How We’re Democratizing Data Science for SMBs

Illustration by Vijay Verma

In January 2020, Nirman, our CEO, and Jack, our Creative Director, were interviewed on the No Code Podcast to discuss no-code machine learning, how Obviously AI democratizes AI, and the technical aspects of how our platform works.

Here are the highlights from the interview. If you wish to listen to the entire episode, listen to the No Code Podcast on Spotify.

Obviously AI Was Founded In 2018

Alex: This is episode two of the No-Code Podcast and on today's show I'm joined by Nirman and Jack, the team behind Obviously AI. In this show we talk about a range of topics surrounding machine learning, AI and no code, and then we discuss their platform Obviously AI. Before we jump in, Obviously AI is aiming to make data science effortless for everyone. It's a platform that allows anyone to use machine learning on their own data by using plain text inputs.

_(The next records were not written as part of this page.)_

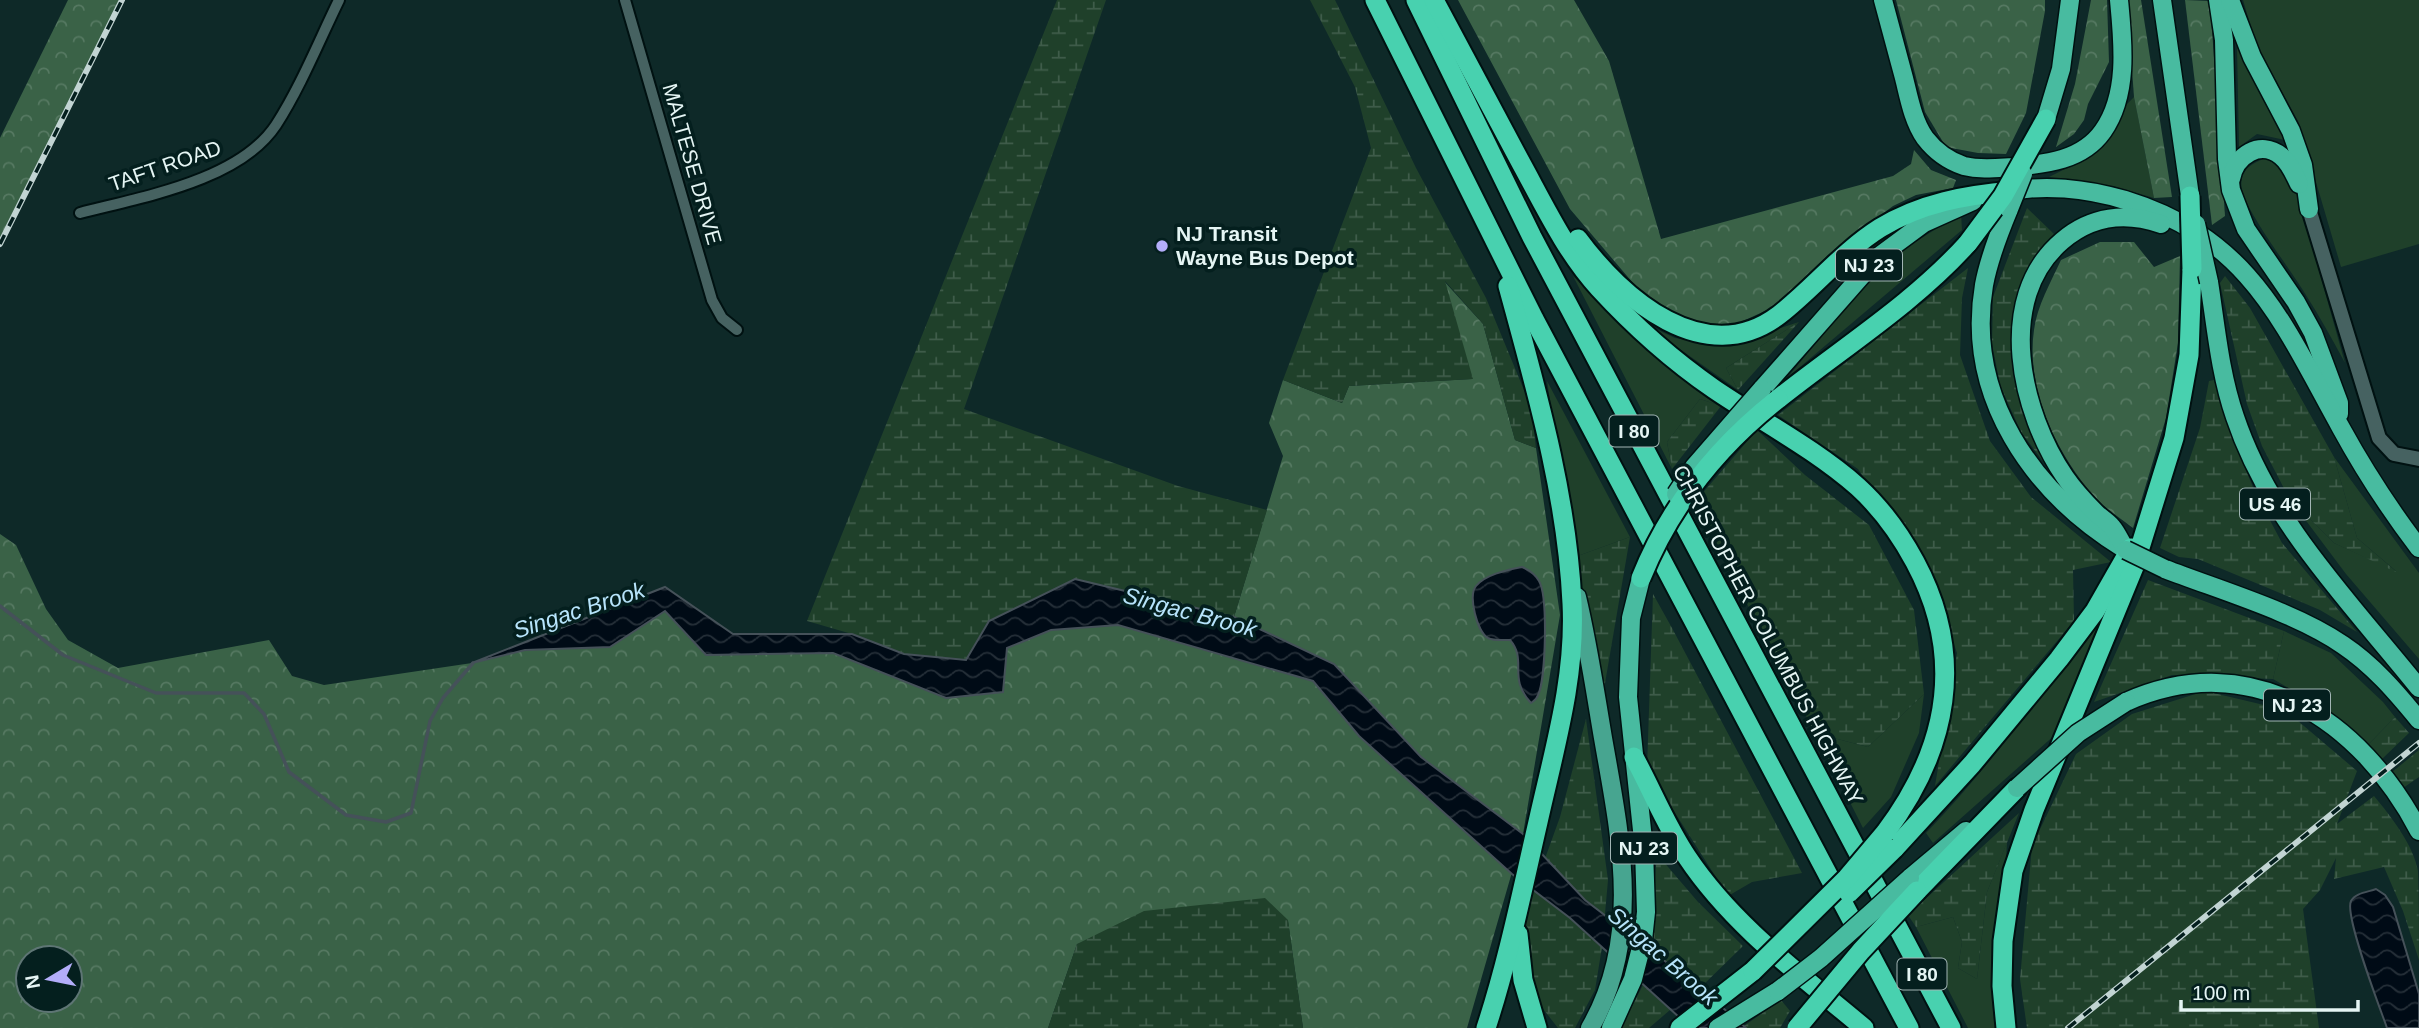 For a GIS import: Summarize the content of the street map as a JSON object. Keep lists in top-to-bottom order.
{
  "streets": {
    "highway": [
      "NJ 23",
      "I 80",
      "US 46",
      "CHRISTOPHER COLUMBUS HIGHWAY"
    ],
    "street": ["MALTESE DRIVE", "TAFT ROAD"]
  },
  "water": ["Singac Brook"],
  "places": ["NJ Transit Wayne Bus Depot"],
  "scale_bar": "100 m",
  "north": "left"
}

I'd been planning on doing a show about no code machine learning much later, but when I had the chance to talk with Nirman and Jack, two machine-learning experts, I had to jump at it. What they're doing is really powerful stuff and I hope this discussion gives you a broad understanding of machine learning, how you could use this in your business and gets you thinking about some of the broader applications of machine learning. If you're a business analyst at a company, or a digital marketer, or even just wondered what machine learning is all about, you're going to want to listen to this episode. This was a fascinating show to research for and record and I hope you enjoy it.

So I've just given our listeners a quick intro but if you could just start off by introducing yourselves, what your roles are at Obviously AI and give a quick background as to what led you to start Obviously AI, and your founder's journey.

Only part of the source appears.